Can You Catch Up on Lost Sleep On the Weekends? Here’s What Experts Think

by | May 30, 2018

TIME  <  HEALTH

  By Jamie Ducharme

May 24, 2018

Sleep experts have long preached the importance of a sleep routine. Going to bed and rising at roughly the same time every day helps to regulate circadian rhythms and improve overall sleep quality and quantity.

But a new study published in the Journal of Sleep Research, offers a surprising asterisk to that advice: If you don’t get enough sleep during the week, it says, sleeping in on the weekends may cancel out at least some of the associated health risks.

The findings are based on survey responses from more than 38,000 Swedish adults who answered questions about their lifestyle habits, medical histories and average weekday and weekend sleep durations. The researchers used this data to draw conclusions about how total sleep, as well as workday versus day-off sleep, relates to mortality.

The researchers analyzed 13 years of data and found that people who slept for five hours or less each night had a 65% higher risk of premature death, compared to those who consistently slept for six or seven hours per night. (This association largely disappeared among adults older than 65, who tend to keep consistent sleep schedules, and who the researchers posit may need less rest overall.)

But when the researchers looked at people who made up for scant weeknight sleep with longer weekend snoozes, they observed something interesting: These people did not seem to have a higher mortality risk than the group that slept about seven hours a night.
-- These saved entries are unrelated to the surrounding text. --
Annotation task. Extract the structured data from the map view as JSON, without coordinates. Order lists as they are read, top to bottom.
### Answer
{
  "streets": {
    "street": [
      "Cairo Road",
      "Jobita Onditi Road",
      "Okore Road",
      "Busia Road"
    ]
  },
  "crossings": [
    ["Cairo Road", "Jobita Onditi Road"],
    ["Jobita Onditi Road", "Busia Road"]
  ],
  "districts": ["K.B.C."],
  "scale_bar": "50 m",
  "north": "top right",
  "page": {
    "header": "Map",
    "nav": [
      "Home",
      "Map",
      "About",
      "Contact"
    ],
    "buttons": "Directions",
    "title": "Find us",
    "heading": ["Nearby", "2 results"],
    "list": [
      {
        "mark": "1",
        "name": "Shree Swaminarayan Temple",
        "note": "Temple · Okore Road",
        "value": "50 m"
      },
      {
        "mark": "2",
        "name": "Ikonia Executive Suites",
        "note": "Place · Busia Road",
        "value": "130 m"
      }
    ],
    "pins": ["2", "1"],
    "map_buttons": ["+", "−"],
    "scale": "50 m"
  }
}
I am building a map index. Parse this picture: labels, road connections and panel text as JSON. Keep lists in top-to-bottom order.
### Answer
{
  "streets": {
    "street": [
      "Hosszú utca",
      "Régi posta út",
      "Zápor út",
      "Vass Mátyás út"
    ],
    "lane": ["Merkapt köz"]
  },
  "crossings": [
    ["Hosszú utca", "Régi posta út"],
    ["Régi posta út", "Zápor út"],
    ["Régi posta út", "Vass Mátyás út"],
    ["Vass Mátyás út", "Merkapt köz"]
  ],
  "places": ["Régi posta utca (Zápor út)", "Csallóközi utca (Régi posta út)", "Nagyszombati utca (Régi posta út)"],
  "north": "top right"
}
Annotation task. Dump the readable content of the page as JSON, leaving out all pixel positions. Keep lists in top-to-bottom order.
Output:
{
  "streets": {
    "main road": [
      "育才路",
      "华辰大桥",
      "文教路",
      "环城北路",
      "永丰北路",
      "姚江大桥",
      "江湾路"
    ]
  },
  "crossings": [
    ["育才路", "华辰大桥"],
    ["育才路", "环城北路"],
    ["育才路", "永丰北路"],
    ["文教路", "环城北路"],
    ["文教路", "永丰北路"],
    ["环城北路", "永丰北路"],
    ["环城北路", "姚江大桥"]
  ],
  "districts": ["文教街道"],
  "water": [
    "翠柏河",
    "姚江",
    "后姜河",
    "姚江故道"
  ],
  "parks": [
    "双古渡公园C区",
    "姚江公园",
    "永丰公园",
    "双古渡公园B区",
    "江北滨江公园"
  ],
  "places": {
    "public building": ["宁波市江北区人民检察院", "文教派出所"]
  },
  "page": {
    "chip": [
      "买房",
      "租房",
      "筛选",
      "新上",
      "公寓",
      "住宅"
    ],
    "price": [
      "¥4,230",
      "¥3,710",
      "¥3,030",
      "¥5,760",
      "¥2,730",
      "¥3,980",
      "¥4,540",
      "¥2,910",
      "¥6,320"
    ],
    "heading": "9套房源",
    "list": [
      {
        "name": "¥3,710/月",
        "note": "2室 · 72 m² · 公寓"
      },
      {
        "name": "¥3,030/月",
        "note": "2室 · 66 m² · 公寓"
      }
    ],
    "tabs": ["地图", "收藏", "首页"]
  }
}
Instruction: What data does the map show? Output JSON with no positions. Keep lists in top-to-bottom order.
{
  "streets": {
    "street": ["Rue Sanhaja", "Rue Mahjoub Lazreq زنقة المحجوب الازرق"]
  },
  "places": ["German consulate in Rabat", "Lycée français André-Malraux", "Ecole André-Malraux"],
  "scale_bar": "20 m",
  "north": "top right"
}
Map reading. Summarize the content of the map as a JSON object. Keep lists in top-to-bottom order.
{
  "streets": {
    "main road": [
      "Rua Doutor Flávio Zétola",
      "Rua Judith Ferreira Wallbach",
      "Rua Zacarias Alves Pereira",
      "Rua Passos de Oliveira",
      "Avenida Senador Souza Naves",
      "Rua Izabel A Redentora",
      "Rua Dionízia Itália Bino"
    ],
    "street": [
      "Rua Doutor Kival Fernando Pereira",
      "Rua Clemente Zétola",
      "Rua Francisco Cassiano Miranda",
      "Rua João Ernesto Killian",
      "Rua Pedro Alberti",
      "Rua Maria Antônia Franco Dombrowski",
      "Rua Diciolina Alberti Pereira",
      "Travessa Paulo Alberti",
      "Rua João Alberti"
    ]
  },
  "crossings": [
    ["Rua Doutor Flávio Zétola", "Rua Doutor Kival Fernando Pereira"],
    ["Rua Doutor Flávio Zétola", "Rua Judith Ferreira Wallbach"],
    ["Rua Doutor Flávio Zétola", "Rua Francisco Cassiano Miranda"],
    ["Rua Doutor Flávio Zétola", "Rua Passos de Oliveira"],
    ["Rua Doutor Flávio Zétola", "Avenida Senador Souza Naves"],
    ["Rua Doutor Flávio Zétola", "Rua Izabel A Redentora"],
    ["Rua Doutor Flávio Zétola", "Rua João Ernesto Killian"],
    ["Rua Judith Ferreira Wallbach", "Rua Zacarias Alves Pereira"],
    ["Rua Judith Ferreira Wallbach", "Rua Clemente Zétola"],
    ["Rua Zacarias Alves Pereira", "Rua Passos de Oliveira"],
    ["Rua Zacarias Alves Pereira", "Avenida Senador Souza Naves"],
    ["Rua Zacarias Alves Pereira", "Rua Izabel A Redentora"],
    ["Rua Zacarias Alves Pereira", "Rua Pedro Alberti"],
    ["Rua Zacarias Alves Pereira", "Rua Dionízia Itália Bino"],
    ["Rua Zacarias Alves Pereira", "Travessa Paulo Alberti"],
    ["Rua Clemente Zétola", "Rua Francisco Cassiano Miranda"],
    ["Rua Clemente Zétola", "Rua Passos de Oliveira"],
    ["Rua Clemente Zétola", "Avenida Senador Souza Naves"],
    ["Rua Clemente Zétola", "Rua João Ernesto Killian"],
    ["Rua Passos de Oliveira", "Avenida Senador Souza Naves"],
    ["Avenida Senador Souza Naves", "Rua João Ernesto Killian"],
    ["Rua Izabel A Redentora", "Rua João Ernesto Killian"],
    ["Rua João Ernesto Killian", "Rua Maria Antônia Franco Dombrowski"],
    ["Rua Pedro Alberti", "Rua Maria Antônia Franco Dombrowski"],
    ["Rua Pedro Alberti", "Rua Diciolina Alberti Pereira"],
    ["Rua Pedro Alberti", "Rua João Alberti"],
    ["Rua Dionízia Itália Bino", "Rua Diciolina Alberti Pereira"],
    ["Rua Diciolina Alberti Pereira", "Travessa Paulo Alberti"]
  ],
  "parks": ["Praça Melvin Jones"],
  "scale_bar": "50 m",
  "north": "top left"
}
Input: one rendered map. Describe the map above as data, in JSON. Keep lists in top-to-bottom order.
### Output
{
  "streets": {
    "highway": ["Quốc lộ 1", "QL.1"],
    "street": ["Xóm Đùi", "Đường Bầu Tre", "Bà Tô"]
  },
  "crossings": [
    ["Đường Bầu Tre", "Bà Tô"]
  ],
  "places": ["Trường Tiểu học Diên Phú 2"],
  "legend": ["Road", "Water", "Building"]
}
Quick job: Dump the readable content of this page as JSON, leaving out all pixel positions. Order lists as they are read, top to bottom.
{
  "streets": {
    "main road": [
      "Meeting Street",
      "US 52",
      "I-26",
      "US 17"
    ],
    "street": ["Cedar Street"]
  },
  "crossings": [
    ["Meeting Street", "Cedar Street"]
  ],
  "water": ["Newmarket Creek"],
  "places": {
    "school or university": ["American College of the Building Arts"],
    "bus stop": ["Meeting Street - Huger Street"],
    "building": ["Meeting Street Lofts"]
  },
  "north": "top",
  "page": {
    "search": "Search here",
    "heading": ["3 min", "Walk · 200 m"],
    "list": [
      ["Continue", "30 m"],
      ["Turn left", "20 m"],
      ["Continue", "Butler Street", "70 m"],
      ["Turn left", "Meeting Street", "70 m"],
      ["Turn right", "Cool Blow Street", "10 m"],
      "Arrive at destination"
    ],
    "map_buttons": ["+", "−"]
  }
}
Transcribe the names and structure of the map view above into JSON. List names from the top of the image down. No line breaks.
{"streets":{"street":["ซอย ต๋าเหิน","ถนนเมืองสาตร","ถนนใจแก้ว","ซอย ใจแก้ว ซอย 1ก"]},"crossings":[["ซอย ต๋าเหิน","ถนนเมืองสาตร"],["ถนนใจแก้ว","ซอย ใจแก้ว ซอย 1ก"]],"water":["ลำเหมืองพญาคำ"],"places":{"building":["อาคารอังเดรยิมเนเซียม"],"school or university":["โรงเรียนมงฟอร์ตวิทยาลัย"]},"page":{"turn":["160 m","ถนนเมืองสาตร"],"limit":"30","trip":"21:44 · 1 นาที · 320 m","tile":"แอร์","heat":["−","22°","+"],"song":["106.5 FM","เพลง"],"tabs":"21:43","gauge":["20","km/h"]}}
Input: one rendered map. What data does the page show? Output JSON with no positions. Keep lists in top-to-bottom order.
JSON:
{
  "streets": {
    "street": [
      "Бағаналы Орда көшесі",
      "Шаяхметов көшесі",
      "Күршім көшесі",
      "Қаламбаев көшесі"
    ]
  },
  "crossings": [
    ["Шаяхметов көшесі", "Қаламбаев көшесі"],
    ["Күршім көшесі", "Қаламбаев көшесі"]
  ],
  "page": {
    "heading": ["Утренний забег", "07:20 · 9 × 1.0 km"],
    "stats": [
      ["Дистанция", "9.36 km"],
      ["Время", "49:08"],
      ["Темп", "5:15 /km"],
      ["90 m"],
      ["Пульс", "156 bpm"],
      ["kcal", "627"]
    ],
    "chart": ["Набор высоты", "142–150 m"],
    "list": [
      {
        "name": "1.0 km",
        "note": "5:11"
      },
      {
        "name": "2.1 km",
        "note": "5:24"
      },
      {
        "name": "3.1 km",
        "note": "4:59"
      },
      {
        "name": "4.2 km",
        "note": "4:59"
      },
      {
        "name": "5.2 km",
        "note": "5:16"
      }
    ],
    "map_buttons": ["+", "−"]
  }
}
“This suggests that short weekday sleep may be compensated for during the weekend, and that this has implications for mortality,” the authors write in the paper—though they stress that the results are speculative, as they’re based on self-reported data.

Dr. David Dinges, chief of the division of sleep and chronobiology at the University of Pennsylvania Perelman School of Medicine, was not involved in the research but calls the findings “intriguing.” He cautions, however, that more studies are needed, especially since there’s very limited research looking at “yo-yo sleeping” over long periods of time.

“Thirteen years is long, but it’s not 30 years; it’s not 40,” Dinges says. “The real question is whether there is, in fact, a build-up of deficit, or biological changes that are gradual over time, even though you get recovery sleep.”

The new study focused only on the link between sleep duration and longevity, yet sleep loss can also have negative effects on cognitive, behavioral and metabolic health. “We’re still in a fairly early stage of understanding the mechanism by which amount of sleep relates to different health risks,” Dinges says.

Sleep is also highly individual. Certain people may be more or less vulnerable to yo-yo sleeping—meaning it may provide adequate recovery for some, but not others.

Another part of the new paper deserves attention, says Jerome Siegel, a professor of psychiatry and biobehavioral sciences at the University of California Los Angeles Center for Sleep Research (who was not involved with the study). People who regularly slept longer than seven hours per night had a 25% higher mortality risk than the control group, a result that appears to be independent of chronic health issues that could cause excess sleep.

“Being an inactive ‘couch potato’ is not good for you,” Siegel said in an email to TIME. “It may well be that just as sitting all day is bad for you, lying in bed for extended periods of time is also bad for you. The key issue is determining whether restricting sleep in long sleepers improves their health.” Siegel also notes that multiple epidemiological studies, including this one, have suggested that seven hours of sleep—not the often-recommended eight—is the optimal amount for increasing lifespan.

While it will take more than one epidemiological study to prove anything definitively, the experts says the new paper is a step toward better sleep understanding.